◆ About this task ◆
Out of the entries that follow, copy each line containing "roads".

◆ Data for this task ◆
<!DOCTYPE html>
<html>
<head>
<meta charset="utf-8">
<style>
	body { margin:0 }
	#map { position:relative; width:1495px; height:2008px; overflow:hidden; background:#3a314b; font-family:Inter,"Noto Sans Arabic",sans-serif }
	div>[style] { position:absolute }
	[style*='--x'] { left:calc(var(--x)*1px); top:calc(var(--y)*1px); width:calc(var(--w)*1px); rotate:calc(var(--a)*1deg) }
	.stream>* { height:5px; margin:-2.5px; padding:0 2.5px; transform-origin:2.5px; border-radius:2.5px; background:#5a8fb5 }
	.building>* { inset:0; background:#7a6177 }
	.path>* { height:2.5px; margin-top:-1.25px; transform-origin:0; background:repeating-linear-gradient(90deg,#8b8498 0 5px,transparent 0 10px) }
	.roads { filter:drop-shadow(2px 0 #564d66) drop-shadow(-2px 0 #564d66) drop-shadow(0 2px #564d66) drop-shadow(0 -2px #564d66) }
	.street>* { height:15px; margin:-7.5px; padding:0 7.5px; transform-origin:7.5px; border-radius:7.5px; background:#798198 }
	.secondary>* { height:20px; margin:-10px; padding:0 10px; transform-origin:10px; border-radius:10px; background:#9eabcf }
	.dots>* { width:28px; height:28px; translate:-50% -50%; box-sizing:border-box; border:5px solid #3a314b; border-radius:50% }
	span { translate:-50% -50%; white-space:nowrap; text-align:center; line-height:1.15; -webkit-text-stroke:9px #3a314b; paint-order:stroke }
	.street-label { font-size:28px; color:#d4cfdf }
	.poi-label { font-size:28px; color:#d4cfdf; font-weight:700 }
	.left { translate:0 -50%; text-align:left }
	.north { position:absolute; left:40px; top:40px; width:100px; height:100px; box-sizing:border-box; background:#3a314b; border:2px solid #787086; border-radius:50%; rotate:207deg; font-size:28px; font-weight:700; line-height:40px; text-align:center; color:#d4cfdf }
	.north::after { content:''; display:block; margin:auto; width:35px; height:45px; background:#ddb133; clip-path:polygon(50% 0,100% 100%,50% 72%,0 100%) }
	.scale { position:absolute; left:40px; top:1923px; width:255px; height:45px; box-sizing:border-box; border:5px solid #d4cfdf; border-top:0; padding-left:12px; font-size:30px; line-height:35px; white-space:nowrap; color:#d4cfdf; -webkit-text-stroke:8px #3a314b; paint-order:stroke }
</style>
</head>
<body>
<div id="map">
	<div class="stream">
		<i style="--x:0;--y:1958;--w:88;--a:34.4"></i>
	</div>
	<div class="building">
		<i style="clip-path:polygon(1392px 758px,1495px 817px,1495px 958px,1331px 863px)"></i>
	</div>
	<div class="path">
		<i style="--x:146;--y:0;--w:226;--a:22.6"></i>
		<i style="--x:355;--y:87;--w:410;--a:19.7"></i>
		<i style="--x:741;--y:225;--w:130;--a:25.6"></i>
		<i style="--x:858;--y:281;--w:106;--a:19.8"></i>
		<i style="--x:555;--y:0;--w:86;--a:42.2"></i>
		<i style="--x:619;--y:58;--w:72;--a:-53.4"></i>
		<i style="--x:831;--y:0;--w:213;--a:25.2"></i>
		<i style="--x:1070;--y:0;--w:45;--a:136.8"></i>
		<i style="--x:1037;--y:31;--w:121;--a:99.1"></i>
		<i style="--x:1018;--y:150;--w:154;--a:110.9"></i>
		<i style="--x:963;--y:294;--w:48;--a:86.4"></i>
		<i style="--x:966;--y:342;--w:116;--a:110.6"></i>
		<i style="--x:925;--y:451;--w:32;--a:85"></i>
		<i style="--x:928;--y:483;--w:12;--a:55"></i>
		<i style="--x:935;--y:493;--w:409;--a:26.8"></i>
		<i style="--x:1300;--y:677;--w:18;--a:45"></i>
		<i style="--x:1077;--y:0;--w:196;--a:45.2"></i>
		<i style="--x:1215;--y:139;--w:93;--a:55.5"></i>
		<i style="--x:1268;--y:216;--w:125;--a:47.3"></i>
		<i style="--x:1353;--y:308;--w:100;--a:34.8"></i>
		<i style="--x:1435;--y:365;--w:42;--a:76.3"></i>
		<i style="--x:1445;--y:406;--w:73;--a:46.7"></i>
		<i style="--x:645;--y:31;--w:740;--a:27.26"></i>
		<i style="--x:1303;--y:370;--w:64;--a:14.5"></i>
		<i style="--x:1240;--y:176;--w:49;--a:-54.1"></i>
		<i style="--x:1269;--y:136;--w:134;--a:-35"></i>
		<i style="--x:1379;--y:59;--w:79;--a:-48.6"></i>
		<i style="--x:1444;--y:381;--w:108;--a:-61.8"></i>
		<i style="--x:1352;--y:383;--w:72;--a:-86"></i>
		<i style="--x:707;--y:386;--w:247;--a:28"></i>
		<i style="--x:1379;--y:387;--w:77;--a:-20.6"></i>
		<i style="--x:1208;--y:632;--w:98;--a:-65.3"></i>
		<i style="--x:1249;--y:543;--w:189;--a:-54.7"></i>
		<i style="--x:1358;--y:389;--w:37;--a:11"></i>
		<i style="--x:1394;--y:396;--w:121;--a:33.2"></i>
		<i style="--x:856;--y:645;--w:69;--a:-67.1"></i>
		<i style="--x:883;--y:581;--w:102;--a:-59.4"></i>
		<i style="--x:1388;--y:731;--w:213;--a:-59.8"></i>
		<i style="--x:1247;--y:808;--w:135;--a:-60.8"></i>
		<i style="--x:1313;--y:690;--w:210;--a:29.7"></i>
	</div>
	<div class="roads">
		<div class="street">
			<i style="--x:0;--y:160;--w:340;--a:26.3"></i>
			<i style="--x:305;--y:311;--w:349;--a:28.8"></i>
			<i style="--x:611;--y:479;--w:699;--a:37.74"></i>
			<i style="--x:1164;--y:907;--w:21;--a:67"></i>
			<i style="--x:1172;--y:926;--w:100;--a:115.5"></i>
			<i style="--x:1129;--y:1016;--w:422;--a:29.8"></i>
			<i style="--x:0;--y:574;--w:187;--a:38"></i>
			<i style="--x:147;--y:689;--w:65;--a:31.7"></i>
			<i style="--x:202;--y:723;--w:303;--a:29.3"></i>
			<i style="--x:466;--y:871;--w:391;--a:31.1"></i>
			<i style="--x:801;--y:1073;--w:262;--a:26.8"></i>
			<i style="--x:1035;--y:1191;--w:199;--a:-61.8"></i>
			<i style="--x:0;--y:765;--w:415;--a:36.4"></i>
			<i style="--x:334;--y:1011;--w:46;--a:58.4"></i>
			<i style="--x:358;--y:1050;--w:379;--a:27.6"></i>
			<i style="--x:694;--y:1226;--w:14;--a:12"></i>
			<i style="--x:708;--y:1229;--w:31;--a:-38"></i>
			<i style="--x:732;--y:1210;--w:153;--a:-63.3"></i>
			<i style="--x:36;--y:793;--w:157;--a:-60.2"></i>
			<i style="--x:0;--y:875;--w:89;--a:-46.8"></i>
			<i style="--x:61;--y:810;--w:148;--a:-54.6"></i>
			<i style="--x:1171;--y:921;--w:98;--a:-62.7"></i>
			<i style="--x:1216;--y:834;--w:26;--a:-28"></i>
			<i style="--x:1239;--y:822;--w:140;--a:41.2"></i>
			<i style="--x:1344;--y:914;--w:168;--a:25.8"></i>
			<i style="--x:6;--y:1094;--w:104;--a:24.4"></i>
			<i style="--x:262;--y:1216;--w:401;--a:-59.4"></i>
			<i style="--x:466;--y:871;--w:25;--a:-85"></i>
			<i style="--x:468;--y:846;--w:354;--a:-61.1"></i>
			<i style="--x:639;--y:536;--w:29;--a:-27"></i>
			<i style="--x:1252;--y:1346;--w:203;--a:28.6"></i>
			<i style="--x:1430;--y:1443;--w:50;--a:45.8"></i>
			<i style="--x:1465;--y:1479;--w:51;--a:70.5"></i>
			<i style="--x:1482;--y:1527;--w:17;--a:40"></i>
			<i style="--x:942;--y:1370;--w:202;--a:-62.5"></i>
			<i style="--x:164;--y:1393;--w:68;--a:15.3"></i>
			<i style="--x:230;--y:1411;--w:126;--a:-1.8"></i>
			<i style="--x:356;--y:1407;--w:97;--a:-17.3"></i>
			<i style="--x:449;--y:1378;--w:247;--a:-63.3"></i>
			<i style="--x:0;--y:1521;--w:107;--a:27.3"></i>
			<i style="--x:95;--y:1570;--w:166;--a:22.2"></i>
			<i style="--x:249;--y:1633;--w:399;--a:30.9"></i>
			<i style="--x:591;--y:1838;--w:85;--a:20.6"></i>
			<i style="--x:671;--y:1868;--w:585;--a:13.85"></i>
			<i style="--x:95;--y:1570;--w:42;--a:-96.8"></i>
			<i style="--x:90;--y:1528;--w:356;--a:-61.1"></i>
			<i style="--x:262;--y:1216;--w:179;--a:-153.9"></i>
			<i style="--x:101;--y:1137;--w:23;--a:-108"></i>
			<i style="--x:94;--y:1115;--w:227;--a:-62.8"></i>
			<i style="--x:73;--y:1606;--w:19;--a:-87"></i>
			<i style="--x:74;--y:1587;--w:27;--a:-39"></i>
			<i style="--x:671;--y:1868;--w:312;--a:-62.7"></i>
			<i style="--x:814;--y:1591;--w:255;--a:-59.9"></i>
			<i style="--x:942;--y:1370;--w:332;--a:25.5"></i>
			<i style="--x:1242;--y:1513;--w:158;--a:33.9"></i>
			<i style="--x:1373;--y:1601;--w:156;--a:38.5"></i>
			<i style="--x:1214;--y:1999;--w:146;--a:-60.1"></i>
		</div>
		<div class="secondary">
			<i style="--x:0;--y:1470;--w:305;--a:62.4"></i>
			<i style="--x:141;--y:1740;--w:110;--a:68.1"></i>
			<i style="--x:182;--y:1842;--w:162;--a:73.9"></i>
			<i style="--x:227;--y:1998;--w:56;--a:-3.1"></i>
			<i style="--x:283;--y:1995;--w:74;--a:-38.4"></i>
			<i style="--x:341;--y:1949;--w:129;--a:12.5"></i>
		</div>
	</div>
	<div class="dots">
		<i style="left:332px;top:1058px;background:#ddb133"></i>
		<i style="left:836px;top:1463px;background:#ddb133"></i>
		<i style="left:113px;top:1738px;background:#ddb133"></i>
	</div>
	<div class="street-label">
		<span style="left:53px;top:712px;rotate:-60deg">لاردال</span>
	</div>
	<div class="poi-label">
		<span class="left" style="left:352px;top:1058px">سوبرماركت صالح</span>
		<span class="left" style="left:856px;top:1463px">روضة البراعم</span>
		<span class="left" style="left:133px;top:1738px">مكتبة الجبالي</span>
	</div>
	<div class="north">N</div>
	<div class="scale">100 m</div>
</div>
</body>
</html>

◆ Response to the exercise ◆
	.roads { filter:drop-shadow(2px 0 #564d66) drop-shadow(-2px 0 #564d66) drop-shadow(0 2px #564d66) drop-shadow(0 -2px #564d66) }
	<div class="roads">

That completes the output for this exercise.